WHAT IS NEEDED :: Could you return only the lines that run from the line with "stroke(street, '#fefdfd', 30);" through the final line of the data, exactly as they stand?

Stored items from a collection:
◆ ◆ ◆
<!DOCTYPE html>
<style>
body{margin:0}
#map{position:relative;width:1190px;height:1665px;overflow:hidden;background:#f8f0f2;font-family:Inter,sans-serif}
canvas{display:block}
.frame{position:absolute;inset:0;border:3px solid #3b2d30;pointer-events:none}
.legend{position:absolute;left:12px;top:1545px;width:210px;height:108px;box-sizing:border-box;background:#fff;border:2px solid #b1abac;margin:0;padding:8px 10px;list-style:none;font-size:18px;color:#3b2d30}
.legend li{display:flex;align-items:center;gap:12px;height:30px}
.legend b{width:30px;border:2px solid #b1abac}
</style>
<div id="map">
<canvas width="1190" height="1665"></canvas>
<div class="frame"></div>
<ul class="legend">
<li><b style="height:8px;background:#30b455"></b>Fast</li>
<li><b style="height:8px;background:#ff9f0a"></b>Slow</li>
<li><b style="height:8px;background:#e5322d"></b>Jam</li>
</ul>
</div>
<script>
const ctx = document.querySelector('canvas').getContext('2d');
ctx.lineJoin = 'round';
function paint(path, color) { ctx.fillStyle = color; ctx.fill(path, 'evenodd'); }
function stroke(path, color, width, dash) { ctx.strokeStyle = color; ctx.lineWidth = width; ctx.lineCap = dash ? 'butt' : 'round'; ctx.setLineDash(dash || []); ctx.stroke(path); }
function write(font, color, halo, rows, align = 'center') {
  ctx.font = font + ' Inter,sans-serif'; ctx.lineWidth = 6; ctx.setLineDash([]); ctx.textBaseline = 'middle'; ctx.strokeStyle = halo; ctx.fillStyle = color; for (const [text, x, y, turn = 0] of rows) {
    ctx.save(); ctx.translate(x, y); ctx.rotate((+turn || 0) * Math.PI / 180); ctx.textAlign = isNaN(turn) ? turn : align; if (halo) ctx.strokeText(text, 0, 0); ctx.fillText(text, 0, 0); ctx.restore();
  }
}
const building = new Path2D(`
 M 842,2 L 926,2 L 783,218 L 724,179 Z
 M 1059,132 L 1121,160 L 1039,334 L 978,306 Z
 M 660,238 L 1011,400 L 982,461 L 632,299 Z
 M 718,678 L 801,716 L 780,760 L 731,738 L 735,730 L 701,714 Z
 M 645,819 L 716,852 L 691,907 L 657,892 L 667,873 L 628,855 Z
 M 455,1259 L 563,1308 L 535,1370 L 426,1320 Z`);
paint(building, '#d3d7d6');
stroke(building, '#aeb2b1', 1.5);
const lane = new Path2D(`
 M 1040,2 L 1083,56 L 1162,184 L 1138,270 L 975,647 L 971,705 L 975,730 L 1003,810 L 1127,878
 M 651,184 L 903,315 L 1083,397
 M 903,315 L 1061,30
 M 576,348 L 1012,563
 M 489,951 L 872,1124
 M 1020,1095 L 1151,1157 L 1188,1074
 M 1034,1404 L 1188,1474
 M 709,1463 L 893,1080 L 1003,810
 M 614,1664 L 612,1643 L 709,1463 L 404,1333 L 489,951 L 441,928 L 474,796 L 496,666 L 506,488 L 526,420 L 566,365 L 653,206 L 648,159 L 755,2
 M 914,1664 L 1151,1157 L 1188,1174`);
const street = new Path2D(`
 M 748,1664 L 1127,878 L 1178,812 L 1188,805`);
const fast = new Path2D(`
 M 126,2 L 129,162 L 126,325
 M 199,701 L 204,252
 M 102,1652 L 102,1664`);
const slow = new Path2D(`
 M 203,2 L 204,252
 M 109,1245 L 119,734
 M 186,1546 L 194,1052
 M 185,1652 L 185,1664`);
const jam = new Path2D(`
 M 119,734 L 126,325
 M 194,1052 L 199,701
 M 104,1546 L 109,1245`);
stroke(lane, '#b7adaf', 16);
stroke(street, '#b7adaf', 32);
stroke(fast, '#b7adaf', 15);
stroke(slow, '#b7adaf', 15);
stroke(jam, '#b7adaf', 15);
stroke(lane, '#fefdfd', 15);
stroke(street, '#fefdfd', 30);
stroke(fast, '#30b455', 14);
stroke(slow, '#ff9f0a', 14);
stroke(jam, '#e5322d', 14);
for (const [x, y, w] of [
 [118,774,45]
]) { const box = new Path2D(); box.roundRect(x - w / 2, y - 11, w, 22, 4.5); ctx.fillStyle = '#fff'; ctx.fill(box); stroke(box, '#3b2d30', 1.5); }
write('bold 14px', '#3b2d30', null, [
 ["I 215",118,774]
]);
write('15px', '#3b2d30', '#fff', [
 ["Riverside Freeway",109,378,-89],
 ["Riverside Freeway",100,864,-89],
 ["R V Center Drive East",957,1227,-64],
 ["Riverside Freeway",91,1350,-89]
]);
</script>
◆ ◆ ◆
ANSWER BOX ::
stroke(street, '#fefdfd', 30);
stroke(fast, '#30b455', 14);
stroke(slow, '#ff9f0a', 14);
stroke(jam, '#e5322d', 14);
for (const [x, y, w] of [
 [118,774,45]
]) { const box = new Path2D(); box.roundRect(x - w / 2, y - 11, w, 22, 4.5); ctx.fillStyle = '#fff'; ctx.fill(box); stroke(box, '#3b2d30', 1.5); }
write('bold 14px', '#3b2d30', null, [
 ["I 215",118,774]
]);
write('15px', '#3b2d30', '#fff', [
 ["Riverside Freeway",109,378,-89],
 ["Riverside Freeway",100,864,-89],
 ["R V Center Drive East",957,1227,-64],
 ["Riverside Freeway",91,1350,-89]
]);
</script>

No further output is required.